Inflation plummeted to a three year low of 6.62 per cent in January, but gave no respite to common man as prices of essential kitchen items like onion and potato continued to rule high.
The inflation rate, measured by movement in wholesale prices, moderated for the fourth consecutive month in January mainly on account of lower price rise of manufactured goods.
The WPI inflation was 7.18 per cent in December and 7.24 per cent in November. It was 7.23 per cent in January, 2012. Food and primary articles have shown higher annual price rise, led by onion (111.52 per cent) and potato (79.07 per cent). Besides wheat, vegetables, rice and cereals too became dearer.
Commenting on the inflation numbers, Prime Minister's Economic Advisory Council (PMEAC) Chairman C Rangarajan said it would further decline to 6.5 per cent by March end, but asked the government to release more food stock to ease price situation.
"Retail inflation is still high. WPI inflation in primary and food articles are still at higher levels. Efforts should be made to release larger stocks of food articles in the market," Rangarajan said.
Retail inflation stood at 10.79 per cent in January mainly on account of higher prices of vegetables, edible oil, cereals and protein-based items. As per official data, inflation in manufactured items category fell 4.81 per cent in January from a year earlier, compared with an annual rise 5.04 per cent in December.
Inflation in food items and primary articles category was at 11.88 per cent and 10.31 per cent respectively in January. Fuel prices rose 7.06 per cent in January, compared to 9.38 per cent in December. A likely increase in prices of diesel and petrol will reflect in February inflation number, which will be available next month.

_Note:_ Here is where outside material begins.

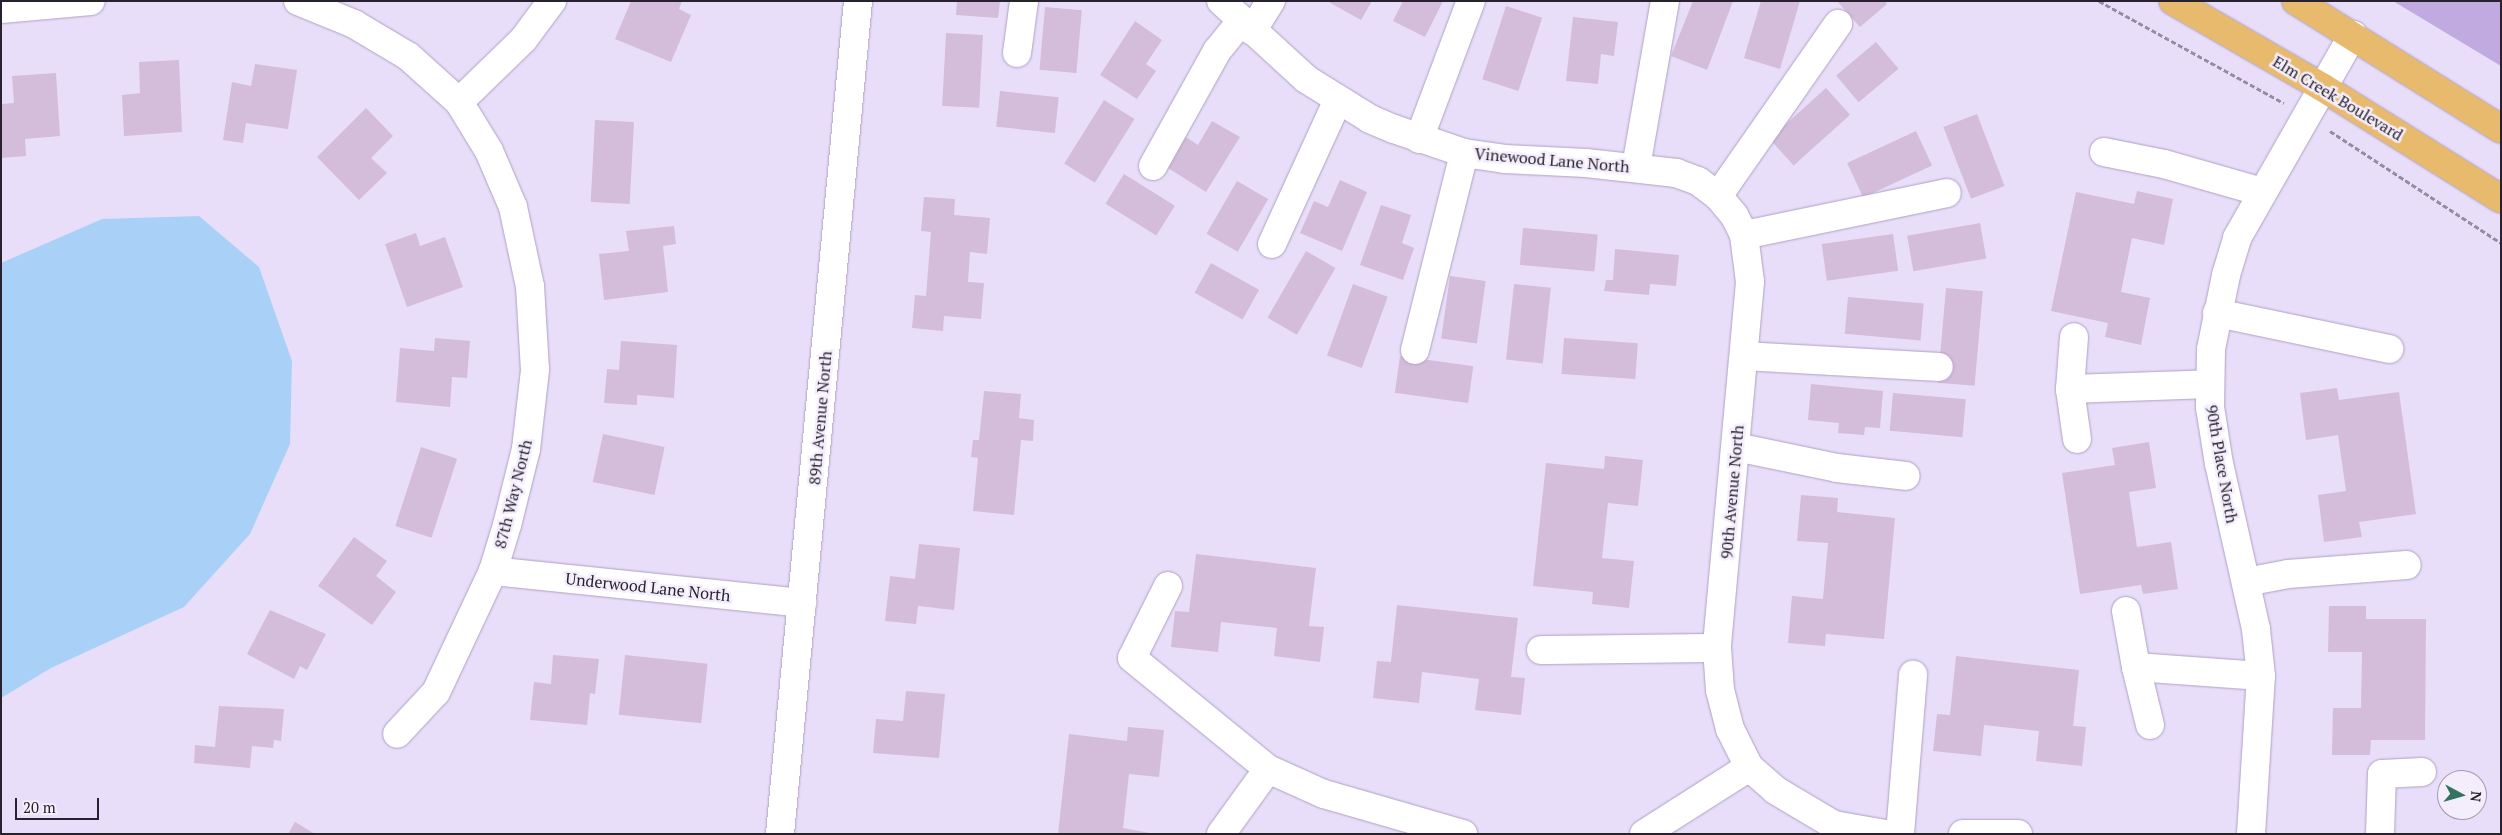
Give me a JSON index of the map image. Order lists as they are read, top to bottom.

Commenting on inflation, Planning Commission Deputy Chairman Montek Singh Ahluwalia said: "Inflation is still above the comfort level and it should come down further".

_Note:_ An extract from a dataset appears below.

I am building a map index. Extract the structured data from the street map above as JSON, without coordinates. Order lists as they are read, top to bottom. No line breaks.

Easing of inflation would provide much needed space to the Reserve Bank to lower policy rates going ahead. The RBI had projected March end inflation to be 6.8 per cent.

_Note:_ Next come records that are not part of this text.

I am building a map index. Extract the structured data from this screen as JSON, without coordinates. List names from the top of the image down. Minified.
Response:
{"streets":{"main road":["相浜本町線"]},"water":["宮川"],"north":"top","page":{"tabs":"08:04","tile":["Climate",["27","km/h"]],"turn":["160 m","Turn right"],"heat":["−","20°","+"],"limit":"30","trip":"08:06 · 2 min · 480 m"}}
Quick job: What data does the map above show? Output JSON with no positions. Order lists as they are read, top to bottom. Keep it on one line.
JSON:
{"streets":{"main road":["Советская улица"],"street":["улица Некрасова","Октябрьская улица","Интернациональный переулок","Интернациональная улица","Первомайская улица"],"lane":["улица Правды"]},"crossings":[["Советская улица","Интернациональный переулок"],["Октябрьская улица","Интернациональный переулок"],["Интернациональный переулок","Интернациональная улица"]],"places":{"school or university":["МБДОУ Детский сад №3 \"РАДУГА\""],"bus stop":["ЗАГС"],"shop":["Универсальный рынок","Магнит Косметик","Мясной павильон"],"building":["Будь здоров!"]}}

Although it is still above RBI's comfort zone of 5-6 per cent, the declining in the January inflation and subdued growth in industrial output could prompt a rate cut going forward.
Industry chamber CII said there was a need to address the supply side bottlenecks to increase availability of food stocks.
"The declining trajectory of both headline and core inflation has created sufficient room for RBI to cut its policy rates by 50 basis points in its review of monetary policy in March," CII Director General Chandrajit Banerjee.
The RBI is scheduled to come out with mid-quarter policy review on March 19.
"The mild moderation in core inflation, combined with the weaker-than-expected industrial performance in December 2012, boosts the likelihood of monetary easing in mid-quarter policy review in March," ICRA Senior Economist Aditi Nayar said.
The central bank had last month lowered interest rates by 0.25 per cent saying that with inflation showing signs of remaining range bound, it was now critical to arrest the loss of growth momentum.
According to the advance estimates of Central Statistical Organisation (CSO), the GDP growth in the current fiscal is likely to be 5 per cent. However, the government expects it to be over 5.5 per cent. The economy grew by 6.2 per cent in 2011-12 fiscal.